KKR & Co., the private-equity firm led by Henry Kravis and George Roberts, is seeking $2 billion for its second fund making infrastructure investments globally as it looks to profit from a void left by traditional lenders.
KKR Global Infrastructure Investors II LP is trying to gather about twice as much as the prior fund raised in 2012, according to two people with knowledge of the plans, who asked not to be identified because the information is private. The fund will primarily invest in renewable energy, pipelines, utilities and transportation-related assets, one of the people said.
The New York-based firm, which Roberts and his cousin Kravis started in 1976 with Jerome Kohlberg to do leveraged buyouts, is gathering capital as investors increasingly turn to asset classes that promise steady cash flow and a hedge against inflation. Japan’s Government Pension Investment Fund will invest as much as $2.7 billion in infrastructure over the next five years as its moves away from low-yielding domestic bonds, and the California Public Employees’ Retirement System, the largest U.S. public pension plan, in February raised its infrastructure target to 3 percent from 2 percent.
“Funds created in the early 2000s targeting infrastructure were formed by banks,” said Glen Matsumoto, a partner at EQT Partners AB, which last year raised 1.925 billion euros ($2.7 billion) for its second infrastructure fund. “Private-equity firms continue to look at this space as a natural extension of their core buyout business. However, the need for the right combination of project financing experience and PE investment skills has made it less than a slam dunk for firms to succeed.”
Kristi Huller, a KKR spokeswoman, declined to comment on fundraising. The firm oversees $94.3 billion in private-equity funds, real estate, credit investments and other assets.

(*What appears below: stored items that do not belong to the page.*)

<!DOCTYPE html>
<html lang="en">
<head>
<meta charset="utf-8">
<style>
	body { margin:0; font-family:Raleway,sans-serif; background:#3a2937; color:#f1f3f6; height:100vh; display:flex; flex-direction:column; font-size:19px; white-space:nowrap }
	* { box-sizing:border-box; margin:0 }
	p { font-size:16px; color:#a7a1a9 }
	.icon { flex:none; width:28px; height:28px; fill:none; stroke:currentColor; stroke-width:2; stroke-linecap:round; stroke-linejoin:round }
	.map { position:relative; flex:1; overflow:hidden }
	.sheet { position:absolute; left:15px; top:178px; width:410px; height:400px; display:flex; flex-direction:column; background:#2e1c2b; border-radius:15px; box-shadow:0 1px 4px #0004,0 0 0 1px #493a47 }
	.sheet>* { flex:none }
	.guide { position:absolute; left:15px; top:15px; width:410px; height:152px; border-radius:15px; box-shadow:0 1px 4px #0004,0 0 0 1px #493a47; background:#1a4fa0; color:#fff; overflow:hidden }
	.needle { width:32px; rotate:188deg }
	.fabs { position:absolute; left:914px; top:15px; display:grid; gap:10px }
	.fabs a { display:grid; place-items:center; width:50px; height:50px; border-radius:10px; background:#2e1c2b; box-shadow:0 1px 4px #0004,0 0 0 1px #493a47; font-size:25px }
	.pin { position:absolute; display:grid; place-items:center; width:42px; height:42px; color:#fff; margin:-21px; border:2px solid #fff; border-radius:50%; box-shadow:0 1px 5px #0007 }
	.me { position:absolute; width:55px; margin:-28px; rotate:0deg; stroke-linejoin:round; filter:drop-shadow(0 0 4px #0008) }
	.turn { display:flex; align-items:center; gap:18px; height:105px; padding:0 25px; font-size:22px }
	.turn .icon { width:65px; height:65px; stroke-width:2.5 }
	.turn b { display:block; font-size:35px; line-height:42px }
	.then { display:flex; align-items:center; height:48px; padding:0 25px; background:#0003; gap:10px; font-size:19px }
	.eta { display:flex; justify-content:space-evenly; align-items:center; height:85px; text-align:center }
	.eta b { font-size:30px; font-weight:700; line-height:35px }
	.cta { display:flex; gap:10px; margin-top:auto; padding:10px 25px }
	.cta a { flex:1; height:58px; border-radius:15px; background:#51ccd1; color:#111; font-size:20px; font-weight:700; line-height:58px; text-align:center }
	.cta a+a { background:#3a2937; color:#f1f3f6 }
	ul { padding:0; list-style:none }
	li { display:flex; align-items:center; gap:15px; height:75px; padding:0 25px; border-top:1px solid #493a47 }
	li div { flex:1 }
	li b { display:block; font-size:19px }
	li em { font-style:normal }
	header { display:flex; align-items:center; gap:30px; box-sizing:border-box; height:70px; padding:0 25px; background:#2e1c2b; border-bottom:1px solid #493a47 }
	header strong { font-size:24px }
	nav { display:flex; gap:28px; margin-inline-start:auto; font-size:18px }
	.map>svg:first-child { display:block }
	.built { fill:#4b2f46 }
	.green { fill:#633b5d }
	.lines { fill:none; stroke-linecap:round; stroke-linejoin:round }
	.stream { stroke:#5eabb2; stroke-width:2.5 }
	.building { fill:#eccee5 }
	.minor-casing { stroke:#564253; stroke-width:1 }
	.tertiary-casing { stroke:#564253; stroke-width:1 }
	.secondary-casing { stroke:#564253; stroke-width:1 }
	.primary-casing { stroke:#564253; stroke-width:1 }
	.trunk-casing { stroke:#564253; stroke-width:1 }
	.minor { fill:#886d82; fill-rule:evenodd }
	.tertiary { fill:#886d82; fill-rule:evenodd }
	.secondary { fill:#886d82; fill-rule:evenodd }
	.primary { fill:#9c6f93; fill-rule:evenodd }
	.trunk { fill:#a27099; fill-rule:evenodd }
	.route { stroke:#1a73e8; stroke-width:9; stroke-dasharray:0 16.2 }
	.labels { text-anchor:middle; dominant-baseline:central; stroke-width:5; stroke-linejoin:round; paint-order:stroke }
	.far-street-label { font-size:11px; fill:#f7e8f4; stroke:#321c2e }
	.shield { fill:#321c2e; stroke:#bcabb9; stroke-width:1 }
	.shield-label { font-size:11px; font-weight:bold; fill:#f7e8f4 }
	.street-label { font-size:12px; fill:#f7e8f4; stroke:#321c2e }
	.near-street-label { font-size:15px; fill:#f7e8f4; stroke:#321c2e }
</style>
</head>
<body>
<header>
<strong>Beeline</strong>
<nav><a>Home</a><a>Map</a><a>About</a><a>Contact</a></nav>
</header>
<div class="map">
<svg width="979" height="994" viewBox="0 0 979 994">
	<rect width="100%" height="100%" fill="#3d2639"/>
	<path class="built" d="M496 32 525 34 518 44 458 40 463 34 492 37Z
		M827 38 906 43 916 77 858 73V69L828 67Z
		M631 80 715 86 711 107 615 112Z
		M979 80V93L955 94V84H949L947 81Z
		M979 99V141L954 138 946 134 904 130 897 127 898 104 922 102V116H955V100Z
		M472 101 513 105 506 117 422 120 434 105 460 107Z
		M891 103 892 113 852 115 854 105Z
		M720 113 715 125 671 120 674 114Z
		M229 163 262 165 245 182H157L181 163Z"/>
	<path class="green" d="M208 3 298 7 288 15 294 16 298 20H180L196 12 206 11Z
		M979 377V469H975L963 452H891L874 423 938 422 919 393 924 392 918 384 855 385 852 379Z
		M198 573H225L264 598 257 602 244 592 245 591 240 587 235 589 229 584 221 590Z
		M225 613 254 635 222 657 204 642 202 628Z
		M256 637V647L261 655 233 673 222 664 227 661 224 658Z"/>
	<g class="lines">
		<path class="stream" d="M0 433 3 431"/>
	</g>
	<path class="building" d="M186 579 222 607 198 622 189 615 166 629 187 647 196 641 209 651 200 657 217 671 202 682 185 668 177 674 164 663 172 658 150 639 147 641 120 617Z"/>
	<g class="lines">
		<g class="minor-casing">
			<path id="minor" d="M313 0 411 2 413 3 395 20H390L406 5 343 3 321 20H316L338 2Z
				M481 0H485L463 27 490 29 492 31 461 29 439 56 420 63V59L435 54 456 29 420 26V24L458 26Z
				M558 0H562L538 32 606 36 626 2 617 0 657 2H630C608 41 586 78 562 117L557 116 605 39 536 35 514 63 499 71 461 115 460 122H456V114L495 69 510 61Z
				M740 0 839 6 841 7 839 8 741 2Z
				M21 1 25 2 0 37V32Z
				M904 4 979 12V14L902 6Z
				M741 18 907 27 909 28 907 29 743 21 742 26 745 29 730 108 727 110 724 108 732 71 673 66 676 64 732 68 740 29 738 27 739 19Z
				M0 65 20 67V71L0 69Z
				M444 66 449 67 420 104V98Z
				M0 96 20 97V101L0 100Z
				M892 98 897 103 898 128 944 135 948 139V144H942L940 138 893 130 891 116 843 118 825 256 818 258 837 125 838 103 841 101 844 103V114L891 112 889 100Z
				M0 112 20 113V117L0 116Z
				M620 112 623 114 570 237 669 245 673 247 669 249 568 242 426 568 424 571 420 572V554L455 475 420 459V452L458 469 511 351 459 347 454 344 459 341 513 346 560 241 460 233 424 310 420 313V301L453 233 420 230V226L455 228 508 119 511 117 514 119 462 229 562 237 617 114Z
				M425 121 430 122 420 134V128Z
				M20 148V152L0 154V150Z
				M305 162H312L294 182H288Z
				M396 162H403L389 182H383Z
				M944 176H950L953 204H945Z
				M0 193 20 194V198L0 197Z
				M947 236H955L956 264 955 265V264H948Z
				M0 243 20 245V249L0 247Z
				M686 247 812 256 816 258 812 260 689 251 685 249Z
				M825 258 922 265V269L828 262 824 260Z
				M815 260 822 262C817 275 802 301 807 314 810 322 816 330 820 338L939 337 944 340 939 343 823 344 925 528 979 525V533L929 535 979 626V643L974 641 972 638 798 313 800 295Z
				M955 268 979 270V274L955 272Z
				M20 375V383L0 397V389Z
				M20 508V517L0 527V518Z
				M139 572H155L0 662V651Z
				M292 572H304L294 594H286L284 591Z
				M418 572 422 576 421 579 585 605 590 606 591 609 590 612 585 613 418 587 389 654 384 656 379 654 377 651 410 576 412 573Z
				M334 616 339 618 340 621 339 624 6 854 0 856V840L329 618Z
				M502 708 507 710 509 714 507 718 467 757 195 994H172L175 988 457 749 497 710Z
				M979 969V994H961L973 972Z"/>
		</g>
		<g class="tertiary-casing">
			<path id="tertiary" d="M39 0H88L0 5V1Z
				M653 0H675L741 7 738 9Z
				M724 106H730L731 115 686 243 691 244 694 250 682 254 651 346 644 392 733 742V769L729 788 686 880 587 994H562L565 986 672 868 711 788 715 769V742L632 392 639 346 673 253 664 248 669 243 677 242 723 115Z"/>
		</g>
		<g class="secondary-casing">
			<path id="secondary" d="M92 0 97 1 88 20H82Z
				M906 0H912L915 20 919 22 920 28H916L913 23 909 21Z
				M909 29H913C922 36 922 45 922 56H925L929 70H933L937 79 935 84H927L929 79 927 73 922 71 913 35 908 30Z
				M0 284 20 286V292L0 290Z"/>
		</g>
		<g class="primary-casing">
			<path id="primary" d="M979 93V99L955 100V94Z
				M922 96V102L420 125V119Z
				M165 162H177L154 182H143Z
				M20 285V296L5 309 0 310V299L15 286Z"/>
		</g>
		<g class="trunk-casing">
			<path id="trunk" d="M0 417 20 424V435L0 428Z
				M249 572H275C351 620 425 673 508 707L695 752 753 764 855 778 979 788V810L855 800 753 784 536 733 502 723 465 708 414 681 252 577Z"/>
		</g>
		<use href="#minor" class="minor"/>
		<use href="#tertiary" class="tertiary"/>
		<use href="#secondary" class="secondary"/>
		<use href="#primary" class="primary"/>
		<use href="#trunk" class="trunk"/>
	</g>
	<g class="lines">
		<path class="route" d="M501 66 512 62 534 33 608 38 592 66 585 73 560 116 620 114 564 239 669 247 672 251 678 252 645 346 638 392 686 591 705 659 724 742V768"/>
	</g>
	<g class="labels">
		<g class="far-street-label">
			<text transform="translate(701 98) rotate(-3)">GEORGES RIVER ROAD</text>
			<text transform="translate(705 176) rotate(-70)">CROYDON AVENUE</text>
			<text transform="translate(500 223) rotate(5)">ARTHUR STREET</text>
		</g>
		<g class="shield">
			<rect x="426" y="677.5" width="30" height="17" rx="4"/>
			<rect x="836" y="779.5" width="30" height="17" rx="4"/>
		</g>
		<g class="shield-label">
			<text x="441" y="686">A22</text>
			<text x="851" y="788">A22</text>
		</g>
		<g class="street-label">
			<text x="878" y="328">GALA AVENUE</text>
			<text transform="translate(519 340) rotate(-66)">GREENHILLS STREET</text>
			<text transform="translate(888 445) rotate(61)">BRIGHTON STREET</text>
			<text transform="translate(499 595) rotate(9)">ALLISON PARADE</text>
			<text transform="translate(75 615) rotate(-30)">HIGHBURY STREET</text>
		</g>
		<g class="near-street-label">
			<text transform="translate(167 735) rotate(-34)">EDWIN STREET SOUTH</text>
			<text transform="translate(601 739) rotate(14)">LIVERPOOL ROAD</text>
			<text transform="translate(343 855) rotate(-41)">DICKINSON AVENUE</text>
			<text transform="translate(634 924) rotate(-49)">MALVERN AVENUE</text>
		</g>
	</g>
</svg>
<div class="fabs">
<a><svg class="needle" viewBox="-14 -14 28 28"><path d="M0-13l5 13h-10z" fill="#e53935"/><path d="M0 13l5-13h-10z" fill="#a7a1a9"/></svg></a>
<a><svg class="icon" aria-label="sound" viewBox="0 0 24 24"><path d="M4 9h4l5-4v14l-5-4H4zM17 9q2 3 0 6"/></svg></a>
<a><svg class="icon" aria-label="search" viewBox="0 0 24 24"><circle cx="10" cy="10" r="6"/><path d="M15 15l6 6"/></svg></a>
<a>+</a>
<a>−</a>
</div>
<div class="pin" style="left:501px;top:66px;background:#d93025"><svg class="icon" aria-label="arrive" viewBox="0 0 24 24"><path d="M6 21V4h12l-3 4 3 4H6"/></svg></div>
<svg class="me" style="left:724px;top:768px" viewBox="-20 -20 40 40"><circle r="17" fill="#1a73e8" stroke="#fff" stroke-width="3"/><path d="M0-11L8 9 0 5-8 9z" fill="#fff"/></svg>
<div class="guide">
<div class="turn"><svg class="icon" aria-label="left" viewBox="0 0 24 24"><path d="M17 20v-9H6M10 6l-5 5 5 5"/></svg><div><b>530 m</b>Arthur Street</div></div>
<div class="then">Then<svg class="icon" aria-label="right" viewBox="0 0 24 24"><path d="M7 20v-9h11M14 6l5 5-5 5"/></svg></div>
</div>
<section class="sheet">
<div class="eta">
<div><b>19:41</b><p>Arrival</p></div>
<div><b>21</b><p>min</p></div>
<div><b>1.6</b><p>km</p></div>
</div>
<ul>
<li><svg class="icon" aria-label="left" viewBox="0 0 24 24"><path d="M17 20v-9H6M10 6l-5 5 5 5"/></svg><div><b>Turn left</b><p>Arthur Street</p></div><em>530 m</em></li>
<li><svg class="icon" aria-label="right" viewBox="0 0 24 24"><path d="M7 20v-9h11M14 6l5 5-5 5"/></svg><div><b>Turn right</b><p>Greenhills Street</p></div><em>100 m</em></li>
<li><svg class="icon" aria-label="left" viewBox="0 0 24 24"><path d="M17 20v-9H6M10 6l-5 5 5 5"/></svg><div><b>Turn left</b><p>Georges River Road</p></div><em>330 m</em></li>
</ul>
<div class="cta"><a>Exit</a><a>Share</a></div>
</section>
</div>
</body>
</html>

Non-bank sources of money are becoming increasingly important in financing infrastructure projects as banks adapt to heightened capital standards and governments seek to fix their balance sheets, according to a report last year by PwC, the network of accounting and consulting firms.
“Banks are continuing to lend but will likely be unable to meet the financing demands of a growing project pipeline,” according to the PwC report. “It is now clear that institutional investors are keen to support the infrastructure market.”
Bastion Infrastructure Group, the investment firm led by a former chief operating officer of Morgan Stanley’s infrastructure arm, is seeking $2 billion for a debut fund that will invest globally, Bloomberg News reported last year. I Squared Capital LLC, a New York-based private-equity firm also led by former executives of Morgan Stanley’s infrastructure unit, is seeking a similar amount.
KKR’s debut infrastructure fund, which started buying assets in 2011, is 60 percent to 70 percent invested, said the person familiar. Vincent Policard, a London-based director at KKR, told Bloomberg News in 2012 it’s targeting annual returns of 10 percent to 15 percent.
The private-equity firm has invested in parking, alternative energy, district heating and contracted electricity generation, water and wastewater and telecommunications infrastructure, according to a U.S. Securities and Exchange Commission filing. KKR last month announced an investment in European Locomotive Leasing.
KKR had also raised about $1.4 billion through co-investment funds to invest in the industry as of Dec. 31, according to an SEC filing.